Reçu pour mon anniversaire par des amis qui me savent sensibles à la situation des travailleurs, cette bande dessinée qui se lit d'un trait en moins d'une heure retrace la vie d'un agent de sécurité.


La spécificité de cet agent est qu'il est un grand lecteur mais aussi un dessinateur. Mais quel intérêt pour cette bande dessinée ? Evidemment, comme bien souvent dans l'art, c'est à la primeur du lecteur de chercher l'intérêt de c'bouquin - fort bien édité au demeurant.


Ce laisser-aller, ce nerf vague de la création, puissante, imprécise et sourde, cet abandon à l'autre pour voir ce qu'il en pense me pose extrêmement problème dans la mesure où rien n'empêche l'auteur de dire cet intérêt, de dire la place de son oeuvre, de dire ce qu'il veut dire vraiment.


Ce récit prosaïque commence avec le portrait d'un homme heureux qui aime ne rien faire au travail, qui aime lire pendant le boulot. C'est une vision du travail que je trouve déjà fort éloigné de la plupart des travailleurs, y compris de la sécurité, des travailleurs qui sont de plus en plus issus de la sous-traitance, des travailleurs peu formés, français d'origine étrangère, des travailleurs en proie à la violence et qui, généralement, se prenne toutes les violences sociales en pleine gueule. Et plus ça va, plus ces agents sont très loin du bonheur éprouvé par Lénaïc Vilain, notre héros ordinaire. Plus ça va, plus la violence va, plus ces agents surenchérissent dans les tactiques de prévention et d'appréhension de la délinquance.

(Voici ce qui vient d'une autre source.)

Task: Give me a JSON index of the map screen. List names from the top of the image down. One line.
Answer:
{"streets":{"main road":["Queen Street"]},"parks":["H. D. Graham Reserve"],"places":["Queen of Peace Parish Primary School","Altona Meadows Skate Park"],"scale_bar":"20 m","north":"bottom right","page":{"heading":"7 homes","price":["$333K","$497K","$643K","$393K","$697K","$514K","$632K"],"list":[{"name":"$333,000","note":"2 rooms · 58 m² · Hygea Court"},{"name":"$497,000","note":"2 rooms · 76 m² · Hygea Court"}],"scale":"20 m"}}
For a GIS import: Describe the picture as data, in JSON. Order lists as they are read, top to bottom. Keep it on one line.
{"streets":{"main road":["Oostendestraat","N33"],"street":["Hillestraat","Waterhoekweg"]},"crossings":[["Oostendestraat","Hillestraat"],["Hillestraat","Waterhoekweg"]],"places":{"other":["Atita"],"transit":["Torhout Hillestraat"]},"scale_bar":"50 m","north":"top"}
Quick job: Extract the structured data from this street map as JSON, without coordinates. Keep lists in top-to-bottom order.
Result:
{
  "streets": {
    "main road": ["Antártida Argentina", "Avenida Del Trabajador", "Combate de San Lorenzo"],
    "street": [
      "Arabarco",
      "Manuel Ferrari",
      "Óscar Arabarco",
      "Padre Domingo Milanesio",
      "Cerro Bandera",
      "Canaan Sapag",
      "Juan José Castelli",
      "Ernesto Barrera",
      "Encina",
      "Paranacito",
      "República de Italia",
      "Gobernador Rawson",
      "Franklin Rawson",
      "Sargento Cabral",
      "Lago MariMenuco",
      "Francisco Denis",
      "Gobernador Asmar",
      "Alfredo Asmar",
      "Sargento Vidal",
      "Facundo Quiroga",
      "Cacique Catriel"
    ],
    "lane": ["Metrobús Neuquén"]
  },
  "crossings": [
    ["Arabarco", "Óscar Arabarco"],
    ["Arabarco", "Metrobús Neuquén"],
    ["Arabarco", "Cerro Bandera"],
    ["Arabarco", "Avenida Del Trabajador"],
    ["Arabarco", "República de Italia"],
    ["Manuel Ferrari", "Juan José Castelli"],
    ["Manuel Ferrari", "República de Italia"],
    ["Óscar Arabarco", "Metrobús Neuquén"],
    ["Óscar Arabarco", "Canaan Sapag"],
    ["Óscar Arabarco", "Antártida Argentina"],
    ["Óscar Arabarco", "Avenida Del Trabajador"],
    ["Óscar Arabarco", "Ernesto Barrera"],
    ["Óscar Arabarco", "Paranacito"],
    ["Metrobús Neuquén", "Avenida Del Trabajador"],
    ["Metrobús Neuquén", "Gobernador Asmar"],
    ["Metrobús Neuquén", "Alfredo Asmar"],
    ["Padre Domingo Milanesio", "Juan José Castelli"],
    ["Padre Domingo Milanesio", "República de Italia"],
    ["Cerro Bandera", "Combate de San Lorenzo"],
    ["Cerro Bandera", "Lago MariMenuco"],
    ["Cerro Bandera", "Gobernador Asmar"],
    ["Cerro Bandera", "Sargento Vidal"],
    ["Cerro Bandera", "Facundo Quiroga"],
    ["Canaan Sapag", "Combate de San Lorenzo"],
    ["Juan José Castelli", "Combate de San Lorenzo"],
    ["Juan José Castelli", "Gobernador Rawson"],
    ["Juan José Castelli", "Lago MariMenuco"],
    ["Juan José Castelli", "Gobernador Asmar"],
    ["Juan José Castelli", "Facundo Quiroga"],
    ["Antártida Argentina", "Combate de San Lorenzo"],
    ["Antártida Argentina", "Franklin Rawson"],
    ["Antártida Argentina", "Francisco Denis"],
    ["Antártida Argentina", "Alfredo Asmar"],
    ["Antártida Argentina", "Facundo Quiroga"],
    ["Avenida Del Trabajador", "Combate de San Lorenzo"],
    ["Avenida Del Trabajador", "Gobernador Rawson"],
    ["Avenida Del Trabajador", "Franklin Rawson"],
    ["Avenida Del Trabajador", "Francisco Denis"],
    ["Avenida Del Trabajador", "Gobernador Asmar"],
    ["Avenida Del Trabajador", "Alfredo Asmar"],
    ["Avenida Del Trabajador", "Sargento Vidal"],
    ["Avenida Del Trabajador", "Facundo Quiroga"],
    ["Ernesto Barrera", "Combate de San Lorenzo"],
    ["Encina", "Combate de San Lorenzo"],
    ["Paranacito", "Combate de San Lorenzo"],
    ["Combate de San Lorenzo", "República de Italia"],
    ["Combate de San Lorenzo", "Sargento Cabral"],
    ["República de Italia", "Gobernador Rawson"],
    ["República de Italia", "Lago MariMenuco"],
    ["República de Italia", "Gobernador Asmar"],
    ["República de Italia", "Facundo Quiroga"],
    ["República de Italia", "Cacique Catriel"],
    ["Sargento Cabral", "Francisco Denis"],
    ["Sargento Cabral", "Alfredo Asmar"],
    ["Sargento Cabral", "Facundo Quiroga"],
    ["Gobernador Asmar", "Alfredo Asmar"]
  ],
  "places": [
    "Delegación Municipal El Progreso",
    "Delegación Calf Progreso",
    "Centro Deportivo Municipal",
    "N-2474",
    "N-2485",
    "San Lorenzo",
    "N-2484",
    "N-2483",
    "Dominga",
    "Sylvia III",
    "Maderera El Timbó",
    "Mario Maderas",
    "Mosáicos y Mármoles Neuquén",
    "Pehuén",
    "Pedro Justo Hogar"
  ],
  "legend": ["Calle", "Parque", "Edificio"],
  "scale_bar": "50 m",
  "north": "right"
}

C'est une histoire à la fois très naïve mais terriblement attachante. Oui, attachante, et pour une bonne et simple raison : je suis infiniment attaché à prendre pour modèle et à véhiculer ces héros ordinaires, qui travaillent pour les autres (souvent de manière alimentaire) avant de travailler pour eux-mêmes. Les artistes qui ne sont qu'artistes se défendent d'être des égoïstes, mais dans une définition économique, ils le sont. Et l'économie, c'est le nerf de la guerre. Ce n'est pas le seul mais il est le nerf de tous les leviers, de tous les combats et c'est le plus essentiel. On me dit obsédé du travail. Je ne suis pas un obsédé du travail. Le travail, j'essaie de le vivre du mieux possible, et avec mes propres capacités, et surtout avec cette violence antiouvrière continuelle. Je suis obsédé des conditions optimales de l'émancipation qui concerne les travailleurs, ainsi que tous les privés d'emploi, mais aussi tous ceux qui dépendent du travail productif (des objets manufacturés). Et cela comprend les artistes comme tant d'autres. Cette liberté, la liberté, cette émancipation, elle commence par une société d'abondance. Je suis un obsédé de l'abondance et des intérêts qui la forge, des intérêts capitalistes que j'ai combattu, que je combats et que je combattrai toute ma vie, aussi longtemps que je pourrai.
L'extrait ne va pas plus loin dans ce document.